& Other Pleasures

a.
A hand travels along a torso toward something unimaginable from this distance, something ordinary. Bodies incline toward and away. Relation.

b.
A hand travels toward another hand, to touch, to grip, to squeeze, to caress, to human. Relation. And yet another hand. And another hand. Feeling toward each other. And with each movement, a gathering of life, a gathering of forms, a gathering of life forms, of forming life, of dreams and sighs, fantasies and moans.

Here is made. Here is present. Now emerges. Now is here.
Here:Now. Now:Here.

a.
We are gathered by our collective search for forms to imagine and invent relation. Relation might be story or history, myth or fable, gossip or rumor, anecdote or lie. We reach for what gathers us in our differences.

We reach with frightened hands, hoping the reach and gather will make something of our now:here, here:now feel less impossible.

b.
Difference: those who reach
Difference: those who gather
Difference: those who are gathered
Difference: those who are now
Difference: those who are here
Difference: those who are now:here
Difference: those who find themselves gathered
Difference: those whose gathering undoes them
Difference: those who gather as the undone



How can we who have never experienced freedom imagine and pursue it? When Nina Simone wishes to know how it would feel to be free, she marks how unrecognizable freedom might feel. What is the feeling of freedom? How do we who have never experienced freedom chart toward it and recognize its sensations?

At every moment, we are told to code freedom as bundles of rights and obligations. At every moment we are told how to assess our freedom. Freedom indexes.

The now ubiquitous “x rights are human rights” must refuse difference and pleasure to privilege the law, must refuse difference and pleasure to privilege taxonomy:sexology as the frames through which human and non-human difference should be mapped.

It is easy to mistake the capture of taxonomy:sexology in their rights-pursuing forms as the work of freedom. Wins are not cumulative, though we celebrate the space capture provides. We dare not fetishize incrementalism, even while we part our lips and exhale. We take what we get and demand freedom.

Proliferation might be a strategy, but must never be mistaken for freedom.

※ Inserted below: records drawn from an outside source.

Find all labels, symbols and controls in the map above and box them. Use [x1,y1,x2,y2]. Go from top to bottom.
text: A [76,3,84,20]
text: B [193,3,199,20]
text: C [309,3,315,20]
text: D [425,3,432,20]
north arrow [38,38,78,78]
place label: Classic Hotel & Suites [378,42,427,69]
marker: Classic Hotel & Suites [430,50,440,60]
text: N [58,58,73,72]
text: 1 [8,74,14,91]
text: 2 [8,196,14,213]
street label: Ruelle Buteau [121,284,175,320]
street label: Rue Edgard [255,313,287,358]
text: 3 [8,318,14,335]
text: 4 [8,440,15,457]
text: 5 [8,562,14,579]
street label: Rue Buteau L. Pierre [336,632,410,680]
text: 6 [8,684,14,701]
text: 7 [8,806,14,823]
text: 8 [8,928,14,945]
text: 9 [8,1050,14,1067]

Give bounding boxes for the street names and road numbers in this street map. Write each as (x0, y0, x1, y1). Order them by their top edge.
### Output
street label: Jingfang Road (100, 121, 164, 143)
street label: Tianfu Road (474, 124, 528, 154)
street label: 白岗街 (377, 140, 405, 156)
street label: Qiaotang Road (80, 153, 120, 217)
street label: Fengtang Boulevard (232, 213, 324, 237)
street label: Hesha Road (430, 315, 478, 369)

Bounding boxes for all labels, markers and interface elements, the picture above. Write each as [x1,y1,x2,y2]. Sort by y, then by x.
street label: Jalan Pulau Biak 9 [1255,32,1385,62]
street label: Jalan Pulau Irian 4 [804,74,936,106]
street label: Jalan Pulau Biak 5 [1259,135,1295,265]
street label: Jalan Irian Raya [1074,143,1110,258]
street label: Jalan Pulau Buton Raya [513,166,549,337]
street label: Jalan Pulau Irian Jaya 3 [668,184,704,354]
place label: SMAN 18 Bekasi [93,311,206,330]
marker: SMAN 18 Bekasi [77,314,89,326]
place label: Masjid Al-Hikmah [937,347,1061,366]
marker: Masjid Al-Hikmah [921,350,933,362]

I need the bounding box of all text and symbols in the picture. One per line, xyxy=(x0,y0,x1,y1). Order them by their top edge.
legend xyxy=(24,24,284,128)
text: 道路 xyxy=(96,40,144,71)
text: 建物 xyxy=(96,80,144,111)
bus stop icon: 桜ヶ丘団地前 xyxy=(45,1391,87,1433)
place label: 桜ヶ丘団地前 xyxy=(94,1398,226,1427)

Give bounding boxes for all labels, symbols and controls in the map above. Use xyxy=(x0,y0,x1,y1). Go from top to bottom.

It’s easy to mistake being gathered for choosing to gather. Those gathered can also gather, to pursue something else. Across difference.

I hope difference can do something that escapes the capture of taxonomy:sexology. Although we seek escape, our goal cannot be to remain fugitives. Not if we pursue the plenitude the erotic teaches us to demand.


c.
(difference is always the first casualty.)

Before reading Audre Lorde taught me to ask about difference, I was flattered to be invited, convinced that being gathered meant I was part of those who chose to gather. It was easy to forget difference. It was tempting to forget difference. To presume invitation meant reckoning with difference.

d.
Invent.
Leap. Invent.
Gather. Leap. Invent.
Form. Gather. Leap. Invent.
Imagine. Form. Gather. Leap. Invent.

Freedom’s choreographies.

c.
Embedded in Afro-diasporic traditions, I am searching for the forms with which to think now:here. In difference. Insisting difference into practice.

What can be said that is not already familiar? Difference is lost in the familiar. Difference is gathered into the familiar. What else needs to be added?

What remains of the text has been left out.